The significant portion of first-generation online learners might explain why students overall reported difficulty paying (31%), gathering transcripts (25%) and completing financial aid forms (22%). Wiley advises that colleges and universities should streamline the administrative tasks for enrollment to relieve student stress and allow them to hit the ground running.
What factors drive online students to consider your school?
Students want to know first about cost and duration when they’re searching for the right online program. In tandem with a May report that found 59% of online students are full-time workers, the data suggests that online learners are time-poor, working-class students looking to upskill in the most affordable and efficient way possible.
Efficiency is particularly important to today’s online learners. For example, 71% prefer asynchronous learning, and 63% want the option to take more than one course at a time. In comparison, only 19% of learners prefer 16-week courses with one, two, or three classes at a time.
Additionally, two-thirds of students were interested in pursuing alternative credentials instead of a degree program if it means greater employment prospects. Specifically, 47% were very or extremely interested in certificates to gain a new skill for their career (47%). They were not, however, interested in a certificate that could build toward being admitted into an online program.

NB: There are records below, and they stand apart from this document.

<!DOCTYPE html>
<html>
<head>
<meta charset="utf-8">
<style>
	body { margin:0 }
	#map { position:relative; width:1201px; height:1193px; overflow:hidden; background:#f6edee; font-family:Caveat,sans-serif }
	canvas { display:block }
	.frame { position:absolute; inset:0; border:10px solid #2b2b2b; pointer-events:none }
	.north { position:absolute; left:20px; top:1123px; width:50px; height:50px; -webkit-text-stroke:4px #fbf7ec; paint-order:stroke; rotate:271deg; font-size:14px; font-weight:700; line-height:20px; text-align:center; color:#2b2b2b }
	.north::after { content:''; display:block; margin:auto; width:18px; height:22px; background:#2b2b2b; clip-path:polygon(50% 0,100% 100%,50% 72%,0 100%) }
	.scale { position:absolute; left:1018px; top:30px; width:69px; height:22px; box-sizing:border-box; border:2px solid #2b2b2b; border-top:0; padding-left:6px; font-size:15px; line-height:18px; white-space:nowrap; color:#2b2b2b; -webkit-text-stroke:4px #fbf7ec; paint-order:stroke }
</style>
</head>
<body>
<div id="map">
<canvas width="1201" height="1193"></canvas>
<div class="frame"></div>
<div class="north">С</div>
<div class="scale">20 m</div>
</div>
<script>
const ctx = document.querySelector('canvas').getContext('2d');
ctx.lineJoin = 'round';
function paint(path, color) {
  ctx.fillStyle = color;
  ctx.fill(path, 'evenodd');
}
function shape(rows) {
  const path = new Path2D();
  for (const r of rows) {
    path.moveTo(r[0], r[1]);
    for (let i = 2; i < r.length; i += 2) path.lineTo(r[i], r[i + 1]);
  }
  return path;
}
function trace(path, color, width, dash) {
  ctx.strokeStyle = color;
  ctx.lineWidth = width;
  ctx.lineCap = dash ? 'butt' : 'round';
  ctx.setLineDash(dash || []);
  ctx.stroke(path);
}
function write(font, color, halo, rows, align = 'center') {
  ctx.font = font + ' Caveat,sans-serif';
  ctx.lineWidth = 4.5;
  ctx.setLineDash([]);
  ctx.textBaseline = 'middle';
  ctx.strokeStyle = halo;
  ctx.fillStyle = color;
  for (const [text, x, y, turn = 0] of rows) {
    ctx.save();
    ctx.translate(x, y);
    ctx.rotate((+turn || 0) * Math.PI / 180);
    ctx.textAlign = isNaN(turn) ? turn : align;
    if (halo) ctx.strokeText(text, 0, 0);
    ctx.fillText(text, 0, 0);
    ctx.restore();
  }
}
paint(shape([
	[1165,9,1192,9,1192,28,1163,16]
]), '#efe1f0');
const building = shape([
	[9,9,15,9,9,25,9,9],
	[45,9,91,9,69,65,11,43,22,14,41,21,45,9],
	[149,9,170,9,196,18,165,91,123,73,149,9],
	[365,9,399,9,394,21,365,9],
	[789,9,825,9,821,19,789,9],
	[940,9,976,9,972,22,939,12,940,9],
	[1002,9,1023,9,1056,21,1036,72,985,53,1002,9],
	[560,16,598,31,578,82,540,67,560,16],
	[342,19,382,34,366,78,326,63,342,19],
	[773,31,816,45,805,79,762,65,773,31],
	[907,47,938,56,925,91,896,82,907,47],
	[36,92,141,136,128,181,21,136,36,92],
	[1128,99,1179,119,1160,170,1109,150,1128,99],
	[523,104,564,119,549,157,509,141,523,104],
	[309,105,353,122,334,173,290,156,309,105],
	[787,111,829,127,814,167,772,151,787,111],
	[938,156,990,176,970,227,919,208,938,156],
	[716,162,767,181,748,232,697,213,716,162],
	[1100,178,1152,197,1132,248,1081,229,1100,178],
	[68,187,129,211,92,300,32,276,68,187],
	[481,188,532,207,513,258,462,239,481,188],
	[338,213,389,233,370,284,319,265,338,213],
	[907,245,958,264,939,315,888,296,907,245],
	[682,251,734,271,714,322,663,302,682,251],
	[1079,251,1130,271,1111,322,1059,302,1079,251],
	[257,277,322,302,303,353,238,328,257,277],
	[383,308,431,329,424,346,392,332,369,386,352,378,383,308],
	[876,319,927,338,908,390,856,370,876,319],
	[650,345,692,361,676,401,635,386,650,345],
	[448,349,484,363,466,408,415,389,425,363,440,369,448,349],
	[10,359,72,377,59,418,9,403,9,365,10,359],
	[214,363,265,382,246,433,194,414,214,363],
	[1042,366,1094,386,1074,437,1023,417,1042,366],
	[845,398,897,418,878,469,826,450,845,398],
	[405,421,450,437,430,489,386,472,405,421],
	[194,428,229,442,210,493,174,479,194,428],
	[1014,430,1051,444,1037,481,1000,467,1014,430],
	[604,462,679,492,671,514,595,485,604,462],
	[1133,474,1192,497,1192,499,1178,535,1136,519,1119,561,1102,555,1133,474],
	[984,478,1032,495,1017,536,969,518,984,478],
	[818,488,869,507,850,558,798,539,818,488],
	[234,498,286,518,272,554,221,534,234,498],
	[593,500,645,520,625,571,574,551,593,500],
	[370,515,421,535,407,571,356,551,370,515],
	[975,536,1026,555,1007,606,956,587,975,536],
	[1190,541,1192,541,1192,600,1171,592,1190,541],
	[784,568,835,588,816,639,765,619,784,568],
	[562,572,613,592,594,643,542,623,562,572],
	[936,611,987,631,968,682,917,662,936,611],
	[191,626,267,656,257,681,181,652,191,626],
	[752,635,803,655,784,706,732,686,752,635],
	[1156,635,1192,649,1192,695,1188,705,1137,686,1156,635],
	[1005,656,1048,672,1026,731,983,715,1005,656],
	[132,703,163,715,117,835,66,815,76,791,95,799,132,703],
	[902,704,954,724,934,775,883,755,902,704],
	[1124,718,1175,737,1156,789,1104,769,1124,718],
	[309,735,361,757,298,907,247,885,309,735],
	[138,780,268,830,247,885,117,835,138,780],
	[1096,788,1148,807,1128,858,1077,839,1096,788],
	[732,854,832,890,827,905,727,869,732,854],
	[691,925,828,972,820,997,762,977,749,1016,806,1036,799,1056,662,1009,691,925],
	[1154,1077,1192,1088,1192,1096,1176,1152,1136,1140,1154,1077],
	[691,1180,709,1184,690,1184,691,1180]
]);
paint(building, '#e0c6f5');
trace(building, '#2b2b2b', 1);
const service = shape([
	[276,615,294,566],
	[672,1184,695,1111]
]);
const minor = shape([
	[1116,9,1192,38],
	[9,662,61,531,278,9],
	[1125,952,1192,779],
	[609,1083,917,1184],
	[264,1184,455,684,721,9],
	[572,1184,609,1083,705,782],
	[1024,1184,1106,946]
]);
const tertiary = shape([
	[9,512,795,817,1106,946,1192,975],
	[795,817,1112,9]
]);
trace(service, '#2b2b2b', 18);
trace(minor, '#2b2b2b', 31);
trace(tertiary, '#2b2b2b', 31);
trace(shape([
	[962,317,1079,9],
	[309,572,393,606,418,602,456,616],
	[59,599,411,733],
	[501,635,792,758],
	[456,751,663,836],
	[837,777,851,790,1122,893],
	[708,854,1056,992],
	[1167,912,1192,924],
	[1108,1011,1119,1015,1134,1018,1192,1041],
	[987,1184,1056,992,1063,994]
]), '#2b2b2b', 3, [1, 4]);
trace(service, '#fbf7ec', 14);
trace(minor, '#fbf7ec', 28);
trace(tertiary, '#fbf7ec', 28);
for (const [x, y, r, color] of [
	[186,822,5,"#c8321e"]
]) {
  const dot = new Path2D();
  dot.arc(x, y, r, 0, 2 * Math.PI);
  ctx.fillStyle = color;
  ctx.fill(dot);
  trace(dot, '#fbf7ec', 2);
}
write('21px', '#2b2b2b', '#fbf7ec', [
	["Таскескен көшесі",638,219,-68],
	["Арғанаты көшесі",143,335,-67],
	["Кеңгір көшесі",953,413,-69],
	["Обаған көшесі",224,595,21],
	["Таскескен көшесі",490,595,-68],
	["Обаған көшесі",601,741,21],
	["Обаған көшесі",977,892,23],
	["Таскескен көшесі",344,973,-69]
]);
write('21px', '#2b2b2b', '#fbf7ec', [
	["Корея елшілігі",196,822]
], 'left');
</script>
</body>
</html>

The prospect of alternative credentials is exciting students so much that 83% still expressed interest in them even if they aren’t covered by financial aid. This is especially interesting considering that affordability was the most-cited factor influencing whether a student would look into a program (77%) and 61% reported receiving financial assistance once enrolled. And compared to five years ago, 10% more students now say they need to be offered at least a $1,000 scholarship to influence their decision to enroll in one college over another.
Ultimately, online learning attracts a hungry cohort of students who are returning to higher ed since stopping out or would be the first time in their family to attend. Thus, these achievement-oriented learners are interested in flexible schedules and alternative credentials if it means saving time and money and boosting career prospects. All of these components also point to serving adult learners, whom Capranos believes are quickly becoming an essential piece of higher education.
“You’ve got the demographic cliff coming and the return on investment of degrees under attack,” says Capranos. “I think that the adult learner population is going to be really critical to the financial success of an institution.”